All-inclusive resorts emerged stronger and more popular than ever in 2011 in both the Caribbean and Mexico, a trend that will continue, predicted John Long, vice president of sales and marketing for Iberostar Hotels & Resorts.
The firm recently opened the Iberostar Cancun, its ninth all-inclusive in Mexico in addition to its resort portfolio in the Dominican Republic and Jamaica.
"At a time when costs are watched and budgets calculated, the all-inclusive is the perfect fit," Long said.
Mexico turns the corner
For AMResorts, "The good news for 2012 is that the pace of bookings has picked up, but we all worked harder to achieve our goals and objectives in 2011," said Matt Mullen, senior director of sales. AMResorts provides sales, marketing and brand management services for a portfolio that includes five all-inclusive brands with 14 properties in Mexico, three more set to open in 2012 and properties in Jamaica, the Dominican Republic and Costa Rica.
While it's boom time for all-inclusives, at the same time there's a move toward midmarket properties in top resort destinations, as evidenced by Marriott International's new deal to launch its moderately priced Fairfield Inns & Suites brand in 36 properties across Mexico over the next few years.
Bill Marriott, chairman and CEO of Marriott International, said at the December opening of the first Fairfield Inn in Los Cabos that the move signaled the company's confidence in Mexico.
Sweet words for the country, whose tourism product was dealt severe blows in 2011 from a wave of crime and violence splashed across international headlines.
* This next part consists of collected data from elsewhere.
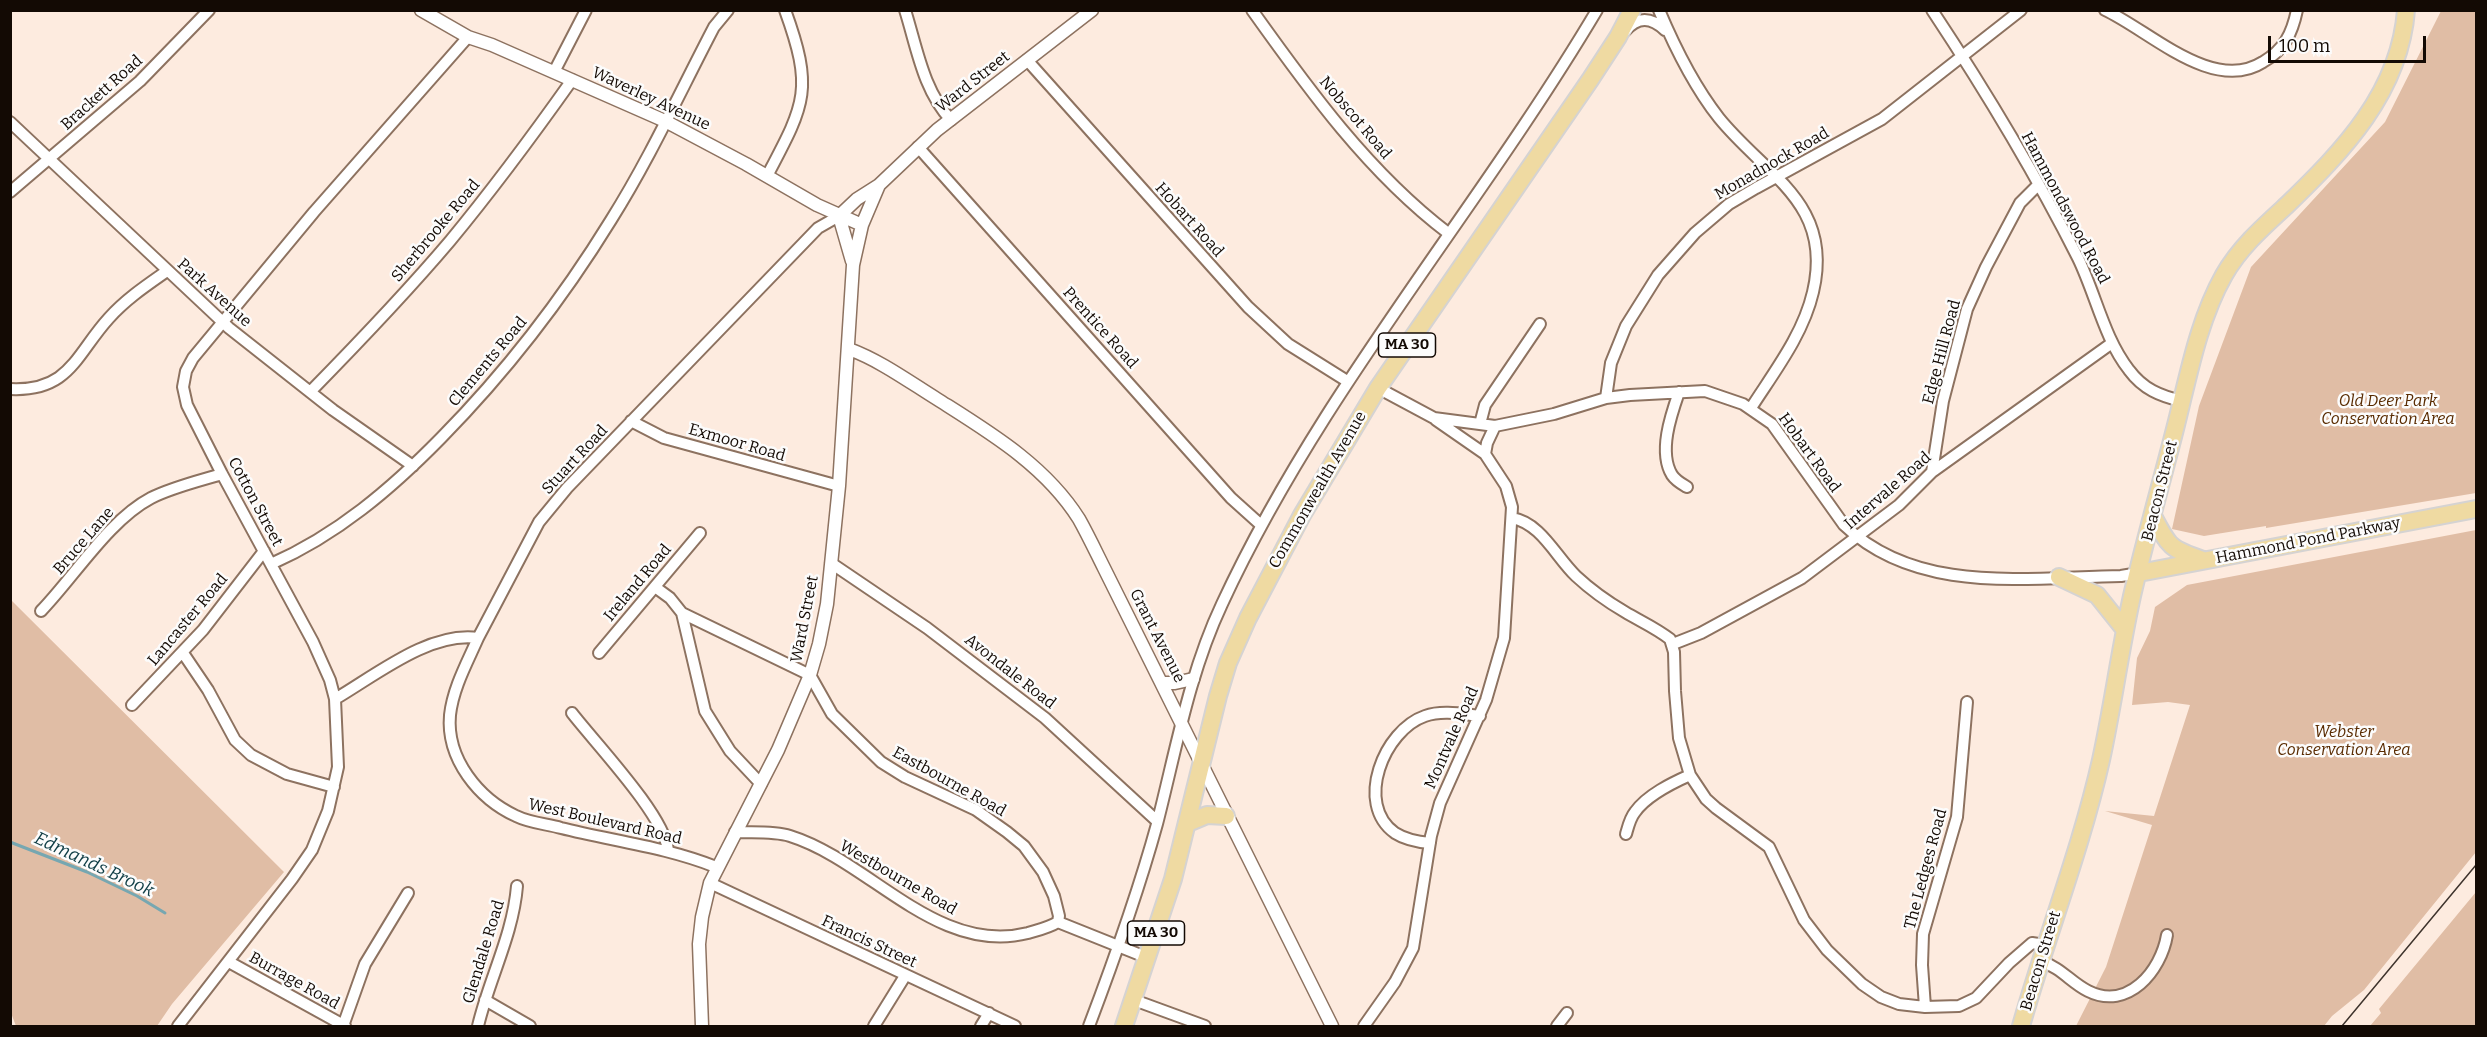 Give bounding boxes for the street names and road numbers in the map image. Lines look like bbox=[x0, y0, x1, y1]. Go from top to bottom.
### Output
street label: Ward Street bbox=[932, 47, 1014, 117]
street label: Brackett Road bbox=[57, 51, 147, 135]
street label: Waverley Avenue bbox=[589, 63, 713, 135]
street label: Nobscot Road bbox=[1315, 73, 1395, 163]
street label: Monadnock Road bbox=[1711, 124, 1833, 204]
street label: Hammondswood Road bbox=[2017, 129, 2113, 287]
street label: Sherbrooke Road bbox=[388, 176, 484, 286]
street label: Hobart Road bbox=[1151, 179, 1227, 261]
street label: Park Avenue bbox=[173, 255, 255, 331]
street label: Prentice Road bbox=[1058, 283, 1142, 373]
street label: Edge Hill Road bbox=[1919, 298, 1965, 406]
street label: Clements Road bbox=[445, 313, 531, 411]
road number: MA 30 bbox=[1378, 333, 1436, 357]
street label: Commonwealth Avenue bbox=[1265, 408, 1371, 572]
street label: Hobart Road bbox=[1774, 410, 1844, 496]
street label: Exmoor Road bbox=[686, 420, 788, 466]
street label: Stuart Road bbox=[538, 421, 612, 499]
street label: Beacon Street bbox=[2138, 439, 2182, 543]
street label: Intervale Road bbox=[1841, 448, 1935, 534]
street label: Cotton Street bbox=[223, 454, 287, 550]
street label: Bruce Lane bbox=[50, 503, 118, 579]
street label: Hammond Pond Parkway bbox=[2214, 514, 2402, 568]
street label: Ireland Road bbox=[600, 541, 676, 625]
street label: Lancaster Road bbox=[144, 570, 232, 670]
street label: Ward Street bbox=[787, 574, 823, 664]
street label: Grant Avenue bbox=[1125, 586, 1189, 686]
street label: Avondale Road bbox=[961, 631, 1059, 713]
street label: Montvale Road bbox=[1421, 684, 1483, 792]
street label: Eastbourne Road bbox=[889, 743, 1009, 821]
street label: West Boulevard Road bbox=[526, 795, 684, 849]
street label: The Ledges Road bbox=[1901, 807, 1951, 931]
street label: Westbourne Road bbox=[836, 837, 960, 919]
street label: Glendale Road bbox=[459, 898, 509, 1006]
street label: Beacon Street bbox=[2017, 909, 2065, 1013]
street label: Francis Street bbox=[818, 912, 920, 972]
road number: MA 30 bbox=[1128, 921, 1184, 945]
street label: Burrage Road bbox=[245, 948, 343, 1014]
While the incidents primarily were confined to nontourist areas and did not target visitors, Mexico tourism officials battled consumer perceptions, public image, State Department travel advisories and geography for much of the year.
Despite high satisfaction levels from visitors returning to the U.S. after a vacation in Mexico, tourism officials recognized that the country had "a perception problem regarding safety and security that is hurting our business," in the words of Rodolfo Lopez-Negrete, COO of the Mexico Tourism Board.
That perception was a tough nut to crack, but intense efforts from the highest levels of government, including President Felipe Calderon, who served as tour guide to highlight Mexico's attractions on a PBS documentary, began to reap benefits.
As the year drew on, "there seemed to be far fewer questions regarding safety and a lot more interest in events, promotions and winter season offerings," Lopez-Negrete said. "We are starting to turn the corner."